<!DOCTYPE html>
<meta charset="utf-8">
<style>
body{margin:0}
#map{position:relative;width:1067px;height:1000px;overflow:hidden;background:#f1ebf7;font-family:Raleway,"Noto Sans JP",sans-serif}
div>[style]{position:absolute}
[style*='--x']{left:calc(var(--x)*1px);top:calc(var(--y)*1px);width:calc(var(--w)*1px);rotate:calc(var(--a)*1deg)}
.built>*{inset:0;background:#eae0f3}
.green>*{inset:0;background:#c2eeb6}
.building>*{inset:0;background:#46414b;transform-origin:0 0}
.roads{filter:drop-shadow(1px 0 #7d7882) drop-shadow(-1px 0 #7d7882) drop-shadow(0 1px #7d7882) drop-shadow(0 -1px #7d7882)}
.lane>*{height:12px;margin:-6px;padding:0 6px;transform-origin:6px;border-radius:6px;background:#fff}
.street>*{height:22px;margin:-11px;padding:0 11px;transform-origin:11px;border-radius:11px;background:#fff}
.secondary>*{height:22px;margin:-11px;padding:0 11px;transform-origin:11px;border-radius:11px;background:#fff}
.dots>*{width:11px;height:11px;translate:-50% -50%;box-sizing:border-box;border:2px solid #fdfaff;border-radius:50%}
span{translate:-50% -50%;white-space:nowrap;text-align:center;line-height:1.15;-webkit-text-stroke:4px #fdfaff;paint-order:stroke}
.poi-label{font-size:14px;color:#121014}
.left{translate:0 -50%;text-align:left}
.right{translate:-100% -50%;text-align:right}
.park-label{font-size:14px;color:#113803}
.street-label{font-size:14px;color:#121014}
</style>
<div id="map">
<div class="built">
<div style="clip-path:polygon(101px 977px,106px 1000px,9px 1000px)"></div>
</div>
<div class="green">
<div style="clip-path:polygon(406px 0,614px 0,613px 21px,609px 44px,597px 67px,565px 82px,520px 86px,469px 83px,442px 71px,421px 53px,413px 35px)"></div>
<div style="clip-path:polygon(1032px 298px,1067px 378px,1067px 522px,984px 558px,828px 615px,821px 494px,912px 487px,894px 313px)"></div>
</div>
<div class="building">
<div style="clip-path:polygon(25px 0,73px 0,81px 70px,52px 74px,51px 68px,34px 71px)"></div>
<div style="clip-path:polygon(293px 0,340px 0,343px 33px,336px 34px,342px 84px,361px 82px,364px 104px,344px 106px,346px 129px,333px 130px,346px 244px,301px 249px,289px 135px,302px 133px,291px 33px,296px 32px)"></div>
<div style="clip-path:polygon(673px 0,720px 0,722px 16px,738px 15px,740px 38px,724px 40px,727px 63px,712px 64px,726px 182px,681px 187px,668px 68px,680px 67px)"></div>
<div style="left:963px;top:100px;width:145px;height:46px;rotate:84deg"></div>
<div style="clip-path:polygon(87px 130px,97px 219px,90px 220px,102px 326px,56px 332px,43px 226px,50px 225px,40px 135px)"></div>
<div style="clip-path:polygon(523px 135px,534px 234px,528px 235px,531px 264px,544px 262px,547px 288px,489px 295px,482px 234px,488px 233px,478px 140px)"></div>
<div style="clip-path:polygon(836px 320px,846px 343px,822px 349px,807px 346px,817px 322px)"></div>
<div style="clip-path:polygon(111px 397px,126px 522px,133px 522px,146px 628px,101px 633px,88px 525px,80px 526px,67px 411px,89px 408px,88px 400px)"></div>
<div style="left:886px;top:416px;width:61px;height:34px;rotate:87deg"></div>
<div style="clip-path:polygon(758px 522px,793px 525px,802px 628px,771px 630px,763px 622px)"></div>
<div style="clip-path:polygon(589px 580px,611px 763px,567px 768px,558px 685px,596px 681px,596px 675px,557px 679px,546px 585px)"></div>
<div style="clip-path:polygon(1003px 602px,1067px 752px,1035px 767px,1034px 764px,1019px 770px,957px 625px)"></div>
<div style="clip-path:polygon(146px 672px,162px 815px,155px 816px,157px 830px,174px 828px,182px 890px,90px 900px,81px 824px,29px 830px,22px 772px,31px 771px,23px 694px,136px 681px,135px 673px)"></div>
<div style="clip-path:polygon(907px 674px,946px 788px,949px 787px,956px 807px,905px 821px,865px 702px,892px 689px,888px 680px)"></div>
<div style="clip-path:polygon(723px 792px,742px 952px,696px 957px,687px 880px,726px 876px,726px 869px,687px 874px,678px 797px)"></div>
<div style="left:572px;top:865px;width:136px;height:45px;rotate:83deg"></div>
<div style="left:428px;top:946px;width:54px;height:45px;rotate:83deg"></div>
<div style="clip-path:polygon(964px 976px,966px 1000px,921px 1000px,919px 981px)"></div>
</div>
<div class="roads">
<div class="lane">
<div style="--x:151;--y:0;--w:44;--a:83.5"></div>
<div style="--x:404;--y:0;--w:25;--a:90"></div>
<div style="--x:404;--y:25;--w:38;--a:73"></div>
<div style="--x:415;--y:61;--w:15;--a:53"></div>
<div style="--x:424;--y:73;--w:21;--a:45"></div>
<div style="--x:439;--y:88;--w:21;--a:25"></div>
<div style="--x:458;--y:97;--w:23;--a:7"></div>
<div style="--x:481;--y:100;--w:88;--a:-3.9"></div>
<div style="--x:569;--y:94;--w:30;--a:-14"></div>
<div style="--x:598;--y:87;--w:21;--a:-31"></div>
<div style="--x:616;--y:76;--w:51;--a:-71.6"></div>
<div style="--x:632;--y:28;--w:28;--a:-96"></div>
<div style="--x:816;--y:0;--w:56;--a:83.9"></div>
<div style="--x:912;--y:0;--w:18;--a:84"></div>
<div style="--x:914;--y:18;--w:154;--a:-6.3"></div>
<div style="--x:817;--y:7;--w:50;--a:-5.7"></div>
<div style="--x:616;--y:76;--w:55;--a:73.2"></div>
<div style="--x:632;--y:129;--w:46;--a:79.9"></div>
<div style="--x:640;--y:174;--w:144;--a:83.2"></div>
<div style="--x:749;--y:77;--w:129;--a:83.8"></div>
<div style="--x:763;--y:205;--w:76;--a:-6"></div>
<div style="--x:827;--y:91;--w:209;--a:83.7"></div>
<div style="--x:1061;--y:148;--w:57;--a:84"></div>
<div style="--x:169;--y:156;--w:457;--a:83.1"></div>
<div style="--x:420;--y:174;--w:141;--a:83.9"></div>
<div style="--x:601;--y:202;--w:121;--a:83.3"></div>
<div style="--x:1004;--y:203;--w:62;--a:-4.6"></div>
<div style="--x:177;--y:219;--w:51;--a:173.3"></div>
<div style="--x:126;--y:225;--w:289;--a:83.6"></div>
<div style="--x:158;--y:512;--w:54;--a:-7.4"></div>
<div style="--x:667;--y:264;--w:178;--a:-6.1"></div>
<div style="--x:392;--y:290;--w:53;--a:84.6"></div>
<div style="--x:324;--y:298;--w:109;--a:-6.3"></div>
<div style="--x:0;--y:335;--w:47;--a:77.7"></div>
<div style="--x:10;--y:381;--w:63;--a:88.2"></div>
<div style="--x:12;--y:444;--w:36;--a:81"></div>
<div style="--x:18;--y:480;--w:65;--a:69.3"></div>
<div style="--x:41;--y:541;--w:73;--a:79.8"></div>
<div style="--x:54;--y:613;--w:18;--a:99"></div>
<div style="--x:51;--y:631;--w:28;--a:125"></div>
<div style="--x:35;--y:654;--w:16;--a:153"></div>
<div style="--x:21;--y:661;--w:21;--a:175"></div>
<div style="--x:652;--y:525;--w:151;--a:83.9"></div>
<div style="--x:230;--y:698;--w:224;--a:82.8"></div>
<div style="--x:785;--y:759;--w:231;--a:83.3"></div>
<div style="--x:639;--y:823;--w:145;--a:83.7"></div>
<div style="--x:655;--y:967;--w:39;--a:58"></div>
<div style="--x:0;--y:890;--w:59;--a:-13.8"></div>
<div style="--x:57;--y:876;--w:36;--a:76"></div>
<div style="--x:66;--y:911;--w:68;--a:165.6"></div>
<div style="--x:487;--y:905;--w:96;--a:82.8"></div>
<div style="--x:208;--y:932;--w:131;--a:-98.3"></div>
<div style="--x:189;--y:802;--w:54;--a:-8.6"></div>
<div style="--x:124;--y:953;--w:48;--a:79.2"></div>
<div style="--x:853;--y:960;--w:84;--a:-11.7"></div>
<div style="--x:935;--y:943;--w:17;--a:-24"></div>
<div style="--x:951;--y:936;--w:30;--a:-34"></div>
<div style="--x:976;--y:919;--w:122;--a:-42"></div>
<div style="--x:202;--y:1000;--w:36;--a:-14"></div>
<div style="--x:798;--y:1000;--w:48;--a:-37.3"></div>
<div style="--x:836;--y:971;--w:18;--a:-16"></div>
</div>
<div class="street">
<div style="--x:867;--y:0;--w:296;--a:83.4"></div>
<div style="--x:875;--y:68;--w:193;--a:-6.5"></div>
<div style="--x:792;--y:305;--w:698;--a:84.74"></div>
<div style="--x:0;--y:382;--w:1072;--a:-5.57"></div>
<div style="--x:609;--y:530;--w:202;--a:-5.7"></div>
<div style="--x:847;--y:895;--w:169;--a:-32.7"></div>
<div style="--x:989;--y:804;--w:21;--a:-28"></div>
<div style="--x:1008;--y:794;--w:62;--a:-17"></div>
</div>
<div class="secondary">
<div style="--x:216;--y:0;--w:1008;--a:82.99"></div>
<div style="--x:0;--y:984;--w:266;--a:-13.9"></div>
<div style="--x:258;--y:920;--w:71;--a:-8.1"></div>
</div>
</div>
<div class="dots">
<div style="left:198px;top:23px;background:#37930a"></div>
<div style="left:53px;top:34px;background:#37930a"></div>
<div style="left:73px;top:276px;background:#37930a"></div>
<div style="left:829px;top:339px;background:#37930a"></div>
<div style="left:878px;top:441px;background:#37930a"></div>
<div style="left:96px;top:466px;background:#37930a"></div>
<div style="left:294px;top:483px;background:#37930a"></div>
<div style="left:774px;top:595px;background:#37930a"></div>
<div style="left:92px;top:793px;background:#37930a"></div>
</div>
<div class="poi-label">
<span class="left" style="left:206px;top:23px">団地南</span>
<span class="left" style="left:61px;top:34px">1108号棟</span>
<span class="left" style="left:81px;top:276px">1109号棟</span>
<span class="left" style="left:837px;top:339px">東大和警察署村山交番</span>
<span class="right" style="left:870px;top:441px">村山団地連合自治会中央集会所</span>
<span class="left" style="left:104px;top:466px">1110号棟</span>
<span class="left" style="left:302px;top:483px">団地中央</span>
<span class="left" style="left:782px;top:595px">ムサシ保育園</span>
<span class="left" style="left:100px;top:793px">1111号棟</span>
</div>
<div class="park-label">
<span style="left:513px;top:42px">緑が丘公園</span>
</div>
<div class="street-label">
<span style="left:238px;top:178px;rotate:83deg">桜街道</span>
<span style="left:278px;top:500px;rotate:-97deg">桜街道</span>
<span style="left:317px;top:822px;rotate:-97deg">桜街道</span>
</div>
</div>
________________________
* [PROBLEM TO WORK ON]:
Using the data above, say how many lines include the word "secondary". Write only that number.

* [RESULT OF THIS TASK]:
2